Exploration
This Mars rover engineer’s debut album is pure space-rock bliss
Recording under the name Proud Father, Brendan Chamberlain-Simon channeled his NASA day job experiences into The View of Earth from Mars.
When Brendan Chamberlain-Simon clocks into work from Los Angeles, his mind goes somewhere tens of millions of miles away.
He and his colleagues lead NASA’s Mars Perseverance mission, which this year celebrated the landing of the new rover and the first powered Mars flights in history, with the Ingenuity helicopter. Before that, he worked with the veteran rover, Curiosity.
Chamberlain-Simon, 28, is a Mars rover planner — or, less formally, driver — and hardware-development researcher at NASA’s Jet Propulsion Laboratory (JPL). He also happens to be a musician, recording under the name Proud Father.
His debut album, The View of Earth from Mars, fuses Brendan the recording artist and Brendan the robotics technologist for the first time. Its eight dreamy tracks tell the story of an astronaut pioneering human exploration of Mars, a place Chamberlain-Simon is intimately — if distantly — familiar with. The View of Earth from Mars comes out today via indie label Massif Records and was five years in the making.

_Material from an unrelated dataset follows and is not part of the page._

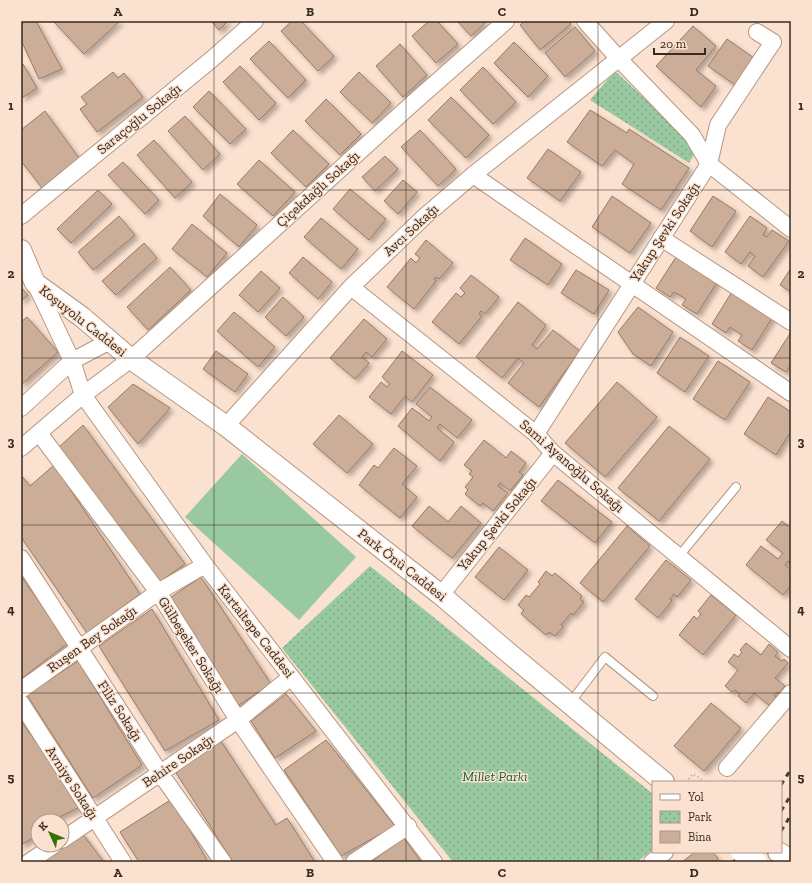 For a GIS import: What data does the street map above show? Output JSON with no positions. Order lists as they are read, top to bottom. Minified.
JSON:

Chamberlain-Simon, who started using the Proud Father name about a decade ago, tells Input the album is the most authentic, autobiographical piece of music he’s ever created, pulling from his own journey to reconnect with a “more profound sense of fulfillment” during a period of what felt like aimlessness. Having bagged his dream job of working at NASA right out of college, he has said he eventually started to wonder if he’d “peaked” too soon.
Despite the magnitude of his role at NASA, his relationship with Mars is about as technical as it gets, and there can be long lulls between the moments of more tangible gratification. It might feel like a video game on some days, when he’s scripting instructions for robots to execute later on their own, while on others he’ll be struck by the overpowering sensation of “beautiful solitude on this desolate planet.”
The View of Earth from Mars began as an attempt at reconciliation with himself. “I was just trying out emotional realities in real-time and seeing if they felt true to me, or if they felt contrived, or if they felt disingenuous,” Chamberlain-Simon says. “The album was the process of me wading through the murk and trying to find these crystals and nuggets of truth in the midst of that.”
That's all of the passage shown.